**Work to be completed:**
Your answer should consist of every line in the records that holds "note".

**Study material:**
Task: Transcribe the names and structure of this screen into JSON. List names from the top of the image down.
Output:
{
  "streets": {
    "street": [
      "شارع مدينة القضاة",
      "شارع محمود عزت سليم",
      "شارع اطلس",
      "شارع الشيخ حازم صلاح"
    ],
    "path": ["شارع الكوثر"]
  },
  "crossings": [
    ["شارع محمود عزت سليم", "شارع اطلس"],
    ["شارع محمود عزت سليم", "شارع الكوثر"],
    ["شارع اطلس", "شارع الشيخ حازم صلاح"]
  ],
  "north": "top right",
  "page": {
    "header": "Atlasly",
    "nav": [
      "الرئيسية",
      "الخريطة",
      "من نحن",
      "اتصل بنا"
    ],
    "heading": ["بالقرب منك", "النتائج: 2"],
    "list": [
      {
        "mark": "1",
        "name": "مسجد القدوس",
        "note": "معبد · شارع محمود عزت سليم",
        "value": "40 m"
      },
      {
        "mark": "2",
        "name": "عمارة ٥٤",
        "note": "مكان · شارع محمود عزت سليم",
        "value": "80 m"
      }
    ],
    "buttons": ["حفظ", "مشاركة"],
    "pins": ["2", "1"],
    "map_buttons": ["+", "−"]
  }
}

**Solution to the problem:**
        "note": "معبد · شارع محمود عزت سليم",
        "note": "مكان · شارع محمود عزت سليم",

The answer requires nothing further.